Please copy out the entries below exactly, beginning with the line that contains "M513 377 582 390 572 445 503 435Z" and ending with the line that contains "const water = new", and include nothing outside that span.

(Beginning of TASK INPUTS)

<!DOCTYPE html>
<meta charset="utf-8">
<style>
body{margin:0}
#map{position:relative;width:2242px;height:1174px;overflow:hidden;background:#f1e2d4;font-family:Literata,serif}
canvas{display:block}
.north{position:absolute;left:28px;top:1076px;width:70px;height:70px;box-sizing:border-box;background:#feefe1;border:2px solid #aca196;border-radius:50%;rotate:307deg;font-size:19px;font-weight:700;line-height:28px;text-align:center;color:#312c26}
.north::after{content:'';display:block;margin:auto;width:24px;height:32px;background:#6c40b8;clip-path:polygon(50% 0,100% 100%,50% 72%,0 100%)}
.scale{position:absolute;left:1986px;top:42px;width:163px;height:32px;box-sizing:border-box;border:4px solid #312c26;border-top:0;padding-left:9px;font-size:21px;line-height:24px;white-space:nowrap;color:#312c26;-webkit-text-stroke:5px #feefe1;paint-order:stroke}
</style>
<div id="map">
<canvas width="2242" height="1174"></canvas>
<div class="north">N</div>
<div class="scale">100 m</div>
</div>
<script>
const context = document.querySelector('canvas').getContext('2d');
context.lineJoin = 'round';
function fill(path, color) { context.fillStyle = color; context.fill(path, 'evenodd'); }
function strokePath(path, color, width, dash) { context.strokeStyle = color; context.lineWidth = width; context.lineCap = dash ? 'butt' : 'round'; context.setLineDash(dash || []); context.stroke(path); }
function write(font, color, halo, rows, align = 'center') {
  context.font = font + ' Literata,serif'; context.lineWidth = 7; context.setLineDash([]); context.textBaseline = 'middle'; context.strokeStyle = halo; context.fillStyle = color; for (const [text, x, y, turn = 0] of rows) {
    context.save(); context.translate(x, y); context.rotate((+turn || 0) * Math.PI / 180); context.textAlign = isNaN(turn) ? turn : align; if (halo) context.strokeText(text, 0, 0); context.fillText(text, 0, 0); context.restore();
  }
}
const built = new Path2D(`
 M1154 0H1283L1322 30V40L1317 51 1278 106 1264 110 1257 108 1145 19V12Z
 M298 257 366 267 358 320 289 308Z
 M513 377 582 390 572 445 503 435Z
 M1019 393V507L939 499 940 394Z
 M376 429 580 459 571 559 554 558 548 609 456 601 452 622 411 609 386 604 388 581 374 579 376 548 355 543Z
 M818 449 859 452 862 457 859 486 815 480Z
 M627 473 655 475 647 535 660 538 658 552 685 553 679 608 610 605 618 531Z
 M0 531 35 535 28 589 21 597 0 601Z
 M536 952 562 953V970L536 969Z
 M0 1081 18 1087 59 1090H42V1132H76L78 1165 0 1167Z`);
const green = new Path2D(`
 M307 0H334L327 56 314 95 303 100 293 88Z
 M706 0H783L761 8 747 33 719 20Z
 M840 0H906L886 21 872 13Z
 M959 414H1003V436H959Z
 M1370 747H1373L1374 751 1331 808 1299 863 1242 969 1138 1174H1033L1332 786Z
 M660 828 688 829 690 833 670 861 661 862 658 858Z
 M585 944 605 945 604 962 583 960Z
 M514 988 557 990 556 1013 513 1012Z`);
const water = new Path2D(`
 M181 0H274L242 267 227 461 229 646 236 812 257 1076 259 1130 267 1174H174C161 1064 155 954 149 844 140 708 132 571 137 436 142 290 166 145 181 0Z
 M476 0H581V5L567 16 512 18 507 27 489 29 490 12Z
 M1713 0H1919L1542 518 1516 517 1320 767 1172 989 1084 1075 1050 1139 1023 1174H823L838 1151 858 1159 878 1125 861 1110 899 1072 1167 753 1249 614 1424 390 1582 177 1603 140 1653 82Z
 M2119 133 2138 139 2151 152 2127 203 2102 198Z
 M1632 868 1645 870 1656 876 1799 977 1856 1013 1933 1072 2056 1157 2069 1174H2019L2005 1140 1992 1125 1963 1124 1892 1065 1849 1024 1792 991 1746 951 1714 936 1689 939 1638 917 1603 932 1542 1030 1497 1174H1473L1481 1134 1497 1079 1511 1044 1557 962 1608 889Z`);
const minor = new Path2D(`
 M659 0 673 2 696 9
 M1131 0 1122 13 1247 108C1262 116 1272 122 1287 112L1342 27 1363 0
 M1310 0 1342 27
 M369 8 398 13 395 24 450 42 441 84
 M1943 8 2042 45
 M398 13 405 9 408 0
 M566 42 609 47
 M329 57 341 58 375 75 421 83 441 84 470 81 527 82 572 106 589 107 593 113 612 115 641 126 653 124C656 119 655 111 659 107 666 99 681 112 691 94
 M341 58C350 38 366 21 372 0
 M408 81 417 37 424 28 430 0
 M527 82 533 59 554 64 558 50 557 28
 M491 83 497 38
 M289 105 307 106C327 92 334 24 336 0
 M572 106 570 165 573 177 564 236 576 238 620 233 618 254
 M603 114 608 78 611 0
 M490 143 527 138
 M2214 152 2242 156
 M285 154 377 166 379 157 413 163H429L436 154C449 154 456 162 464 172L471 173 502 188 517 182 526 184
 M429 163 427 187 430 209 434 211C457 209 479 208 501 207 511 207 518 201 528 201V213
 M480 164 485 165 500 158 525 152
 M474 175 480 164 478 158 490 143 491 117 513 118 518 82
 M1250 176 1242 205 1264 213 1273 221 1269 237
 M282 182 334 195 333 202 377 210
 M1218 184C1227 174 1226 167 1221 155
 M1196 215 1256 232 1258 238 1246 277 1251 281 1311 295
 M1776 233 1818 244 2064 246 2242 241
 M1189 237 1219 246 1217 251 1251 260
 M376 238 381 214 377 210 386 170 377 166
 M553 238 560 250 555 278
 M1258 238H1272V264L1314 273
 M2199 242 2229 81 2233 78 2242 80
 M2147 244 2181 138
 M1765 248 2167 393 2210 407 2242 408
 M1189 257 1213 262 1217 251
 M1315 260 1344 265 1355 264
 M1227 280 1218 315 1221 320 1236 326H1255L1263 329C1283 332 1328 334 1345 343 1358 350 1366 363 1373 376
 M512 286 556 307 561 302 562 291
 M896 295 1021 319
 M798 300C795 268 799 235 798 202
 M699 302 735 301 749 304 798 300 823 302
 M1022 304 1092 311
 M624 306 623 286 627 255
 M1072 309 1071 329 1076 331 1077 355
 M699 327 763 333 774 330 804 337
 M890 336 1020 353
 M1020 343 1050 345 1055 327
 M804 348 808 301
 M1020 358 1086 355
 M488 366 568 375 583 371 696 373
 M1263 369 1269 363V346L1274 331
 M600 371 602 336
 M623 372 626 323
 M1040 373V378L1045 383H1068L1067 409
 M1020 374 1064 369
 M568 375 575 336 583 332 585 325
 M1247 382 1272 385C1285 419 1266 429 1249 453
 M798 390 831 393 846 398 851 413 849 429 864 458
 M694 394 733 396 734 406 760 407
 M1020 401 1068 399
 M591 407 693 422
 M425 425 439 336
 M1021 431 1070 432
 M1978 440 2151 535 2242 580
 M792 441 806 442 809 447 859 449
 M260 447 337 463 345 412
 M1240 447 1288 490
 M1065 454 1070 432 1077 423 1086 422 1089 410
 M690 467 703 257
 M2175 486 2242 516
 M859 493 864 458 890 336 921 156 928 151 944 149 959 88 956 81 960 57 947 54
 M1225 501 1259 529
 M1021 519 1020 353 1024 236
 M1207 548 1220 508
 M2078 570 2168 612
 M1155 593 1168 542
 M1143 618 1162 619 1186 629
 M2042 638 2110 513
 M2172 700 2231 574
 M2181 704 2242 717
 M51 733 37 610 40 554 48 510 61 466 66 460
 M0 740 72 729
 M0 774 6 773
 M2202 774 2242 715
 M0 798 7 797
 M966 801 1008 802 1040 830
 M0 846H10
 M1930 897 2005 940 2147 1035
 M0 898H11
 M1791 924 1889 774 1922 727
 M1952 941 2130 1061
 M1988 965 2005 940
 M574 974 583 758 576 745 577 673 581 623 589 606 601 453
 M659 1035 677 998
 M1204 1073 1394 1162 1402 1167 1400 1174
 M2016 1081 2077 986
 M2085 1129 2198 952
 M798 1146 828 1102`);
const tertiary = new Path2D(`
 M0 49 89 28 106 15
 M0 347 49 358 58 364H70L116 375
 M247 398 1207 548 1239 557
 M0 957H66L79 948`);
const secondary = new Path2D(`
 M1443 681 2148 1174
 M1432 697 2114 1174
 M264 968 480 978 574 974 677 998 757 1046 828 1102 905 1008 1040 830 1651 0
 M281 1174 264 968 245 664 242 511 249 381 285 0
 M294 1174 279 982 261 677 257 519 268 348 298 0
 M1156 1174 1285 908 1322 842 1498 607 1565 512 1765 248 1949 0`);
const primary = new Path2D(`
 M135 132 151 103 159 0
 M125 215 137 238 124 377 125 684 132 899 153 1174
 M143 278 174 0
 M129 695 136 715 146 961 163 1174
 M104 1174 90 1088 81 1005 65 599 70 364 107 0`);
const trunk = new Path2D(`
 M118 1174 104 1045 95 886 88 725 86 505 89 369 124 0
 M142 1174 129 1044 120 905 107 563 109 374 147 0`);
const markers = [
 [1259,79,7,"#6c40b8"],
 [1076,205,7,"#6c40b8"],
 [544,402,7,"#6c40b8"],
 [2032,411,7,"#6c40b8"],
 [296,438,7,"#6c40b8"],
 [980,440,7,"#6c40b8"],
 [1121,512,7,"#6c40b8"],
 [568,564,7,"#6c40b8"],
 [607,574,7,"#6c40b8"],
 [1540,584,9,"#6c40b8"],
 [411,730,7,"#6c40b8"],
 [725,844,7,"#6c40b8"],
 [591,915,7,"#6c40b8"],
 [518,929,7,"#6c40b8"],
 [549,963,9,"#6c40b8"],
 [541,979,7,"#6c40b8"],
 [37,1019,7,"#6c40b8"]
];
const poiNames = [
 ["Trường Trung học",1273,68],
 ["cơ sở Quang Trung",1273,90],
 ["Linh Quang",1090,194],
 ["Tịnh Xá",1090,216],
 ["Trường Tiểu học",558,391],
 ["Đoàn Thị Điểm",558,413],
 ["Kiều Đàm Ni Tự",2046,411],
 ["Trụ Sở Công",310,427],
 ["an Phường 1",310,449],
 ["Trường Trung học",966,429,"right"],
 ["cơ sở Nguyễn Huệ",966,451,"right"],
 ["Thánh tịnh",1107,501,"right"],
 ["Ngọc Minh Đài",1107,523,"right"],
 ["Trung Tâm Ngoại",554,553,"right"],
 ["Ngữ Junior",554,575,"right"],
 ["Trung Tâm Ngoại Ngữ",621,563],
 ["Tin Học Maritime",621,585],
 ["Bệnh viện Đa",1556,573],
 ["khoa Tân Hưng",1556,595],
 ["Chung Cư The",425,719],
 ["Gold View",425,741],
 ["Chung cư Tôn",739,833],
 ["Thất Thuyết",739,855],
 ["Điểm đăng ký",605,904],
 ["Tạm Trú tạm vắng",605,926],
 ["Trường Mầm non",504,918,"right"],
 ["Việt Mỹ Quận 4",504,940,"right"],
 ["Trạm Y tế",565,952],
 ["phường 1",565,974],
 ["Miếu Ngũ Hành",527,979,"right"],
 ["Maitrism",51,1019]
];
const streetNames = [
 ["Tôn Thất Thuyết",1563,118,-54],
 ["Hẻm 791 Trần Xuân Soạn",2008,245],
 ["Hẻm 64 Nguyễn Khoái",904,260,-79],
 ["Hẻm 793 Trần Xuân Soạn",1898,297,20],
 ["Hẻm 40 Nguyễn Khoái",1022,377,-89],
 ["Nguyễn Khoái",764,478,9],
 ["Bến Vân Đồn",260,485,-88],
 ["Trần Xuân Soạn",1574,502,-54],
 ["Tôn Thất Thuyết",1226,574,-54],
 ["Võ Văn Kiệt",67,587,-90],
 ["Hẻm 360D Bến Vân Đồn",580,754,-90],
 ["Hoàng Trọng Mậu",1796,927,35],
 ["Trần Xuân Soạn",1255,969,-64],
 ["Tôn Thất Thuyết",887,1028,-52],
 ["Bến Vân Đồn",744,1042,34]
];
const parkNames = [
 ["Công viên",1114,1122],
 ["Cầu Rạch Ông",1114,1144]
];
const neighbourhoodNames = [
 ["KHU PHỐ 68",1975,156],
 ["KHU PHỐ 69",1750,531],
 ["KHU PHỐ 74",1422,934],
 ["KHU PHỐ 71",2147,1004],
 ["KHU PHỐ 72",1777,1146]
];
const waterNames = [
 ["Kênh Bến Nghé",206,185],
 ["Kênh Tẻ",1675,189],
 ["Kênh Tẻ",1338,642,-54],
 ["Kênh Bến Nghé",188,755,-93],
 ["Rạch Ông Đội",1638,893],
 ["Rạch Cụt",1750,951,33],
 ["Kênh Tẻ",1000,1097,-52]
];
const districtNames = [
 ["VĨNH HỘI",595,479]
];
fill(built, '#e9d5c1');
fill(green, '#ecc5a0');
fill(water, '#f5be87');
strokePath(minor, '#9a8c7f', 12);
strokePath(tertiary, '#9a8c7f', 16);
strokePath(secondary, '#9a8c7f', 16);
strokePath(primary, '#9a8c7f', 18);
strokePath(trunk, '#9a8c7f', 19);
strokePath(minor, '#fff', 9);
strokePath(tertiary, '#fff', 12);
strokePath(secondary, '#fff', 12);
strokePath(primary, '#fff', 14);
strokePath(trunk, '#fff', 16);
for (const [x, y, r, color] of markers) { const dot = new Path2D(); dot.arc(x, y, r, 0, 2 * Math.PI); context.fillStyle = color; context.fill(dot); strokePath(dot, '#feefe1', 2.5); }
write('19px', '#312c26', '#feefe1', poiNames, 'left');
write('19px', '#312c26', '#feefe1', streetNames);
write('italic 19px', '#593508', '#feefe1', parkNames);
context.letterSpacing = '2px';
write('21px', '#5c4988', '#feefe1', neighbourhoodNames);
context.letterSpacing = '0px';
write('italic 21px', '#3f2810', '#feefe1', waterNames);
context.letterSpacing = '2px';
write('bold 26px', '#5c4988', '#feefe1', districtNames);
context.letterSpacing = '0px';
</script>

(End of TASK INPUTS)

_ANSWER TO THE PROBLEM_
 M513 377 582 390 572 445 503 435Z
 M1019 393V507L939 499 940 394Z
 M376 429 580 459 571 559 554 558 548 609 456 601 452 622 411 609 386 604 388 581 374 579 376 548 355 543Z
 M818 449 859 452 862 457 859 486 815 480Z
 M627 473 655 475 647 535 660 538 658 552 685 553 679 608 610 605 618 531Z
 M0 531 35 535 28 589 21 597 0 601Z
 M536 952 562 953V970L536 969Z
 M0 1081 18 1087 59 1090H42V1132H76L78 1165 0 1167Z`);
const green = new Path2D(`
 M307 0H334L327 56 314 95 303 100 293 88Z
 M706 0H783L761 8 747 33 719 20Z
 M840 0H906L886 21 872 13Z
 M959 414H1003V436H959Z
 M1370 747H1373L1374 751 1331 808 1299 863 1242 969 1138 1174H1033L1332 786Z
 M660 828 688 829 690 833 670 861 661 862 658 858Z
 M585 944 605 945 604 962 583 960Z
 M514 988 557 990 556 1013 513 1012Z`);
const water = new Path2D(`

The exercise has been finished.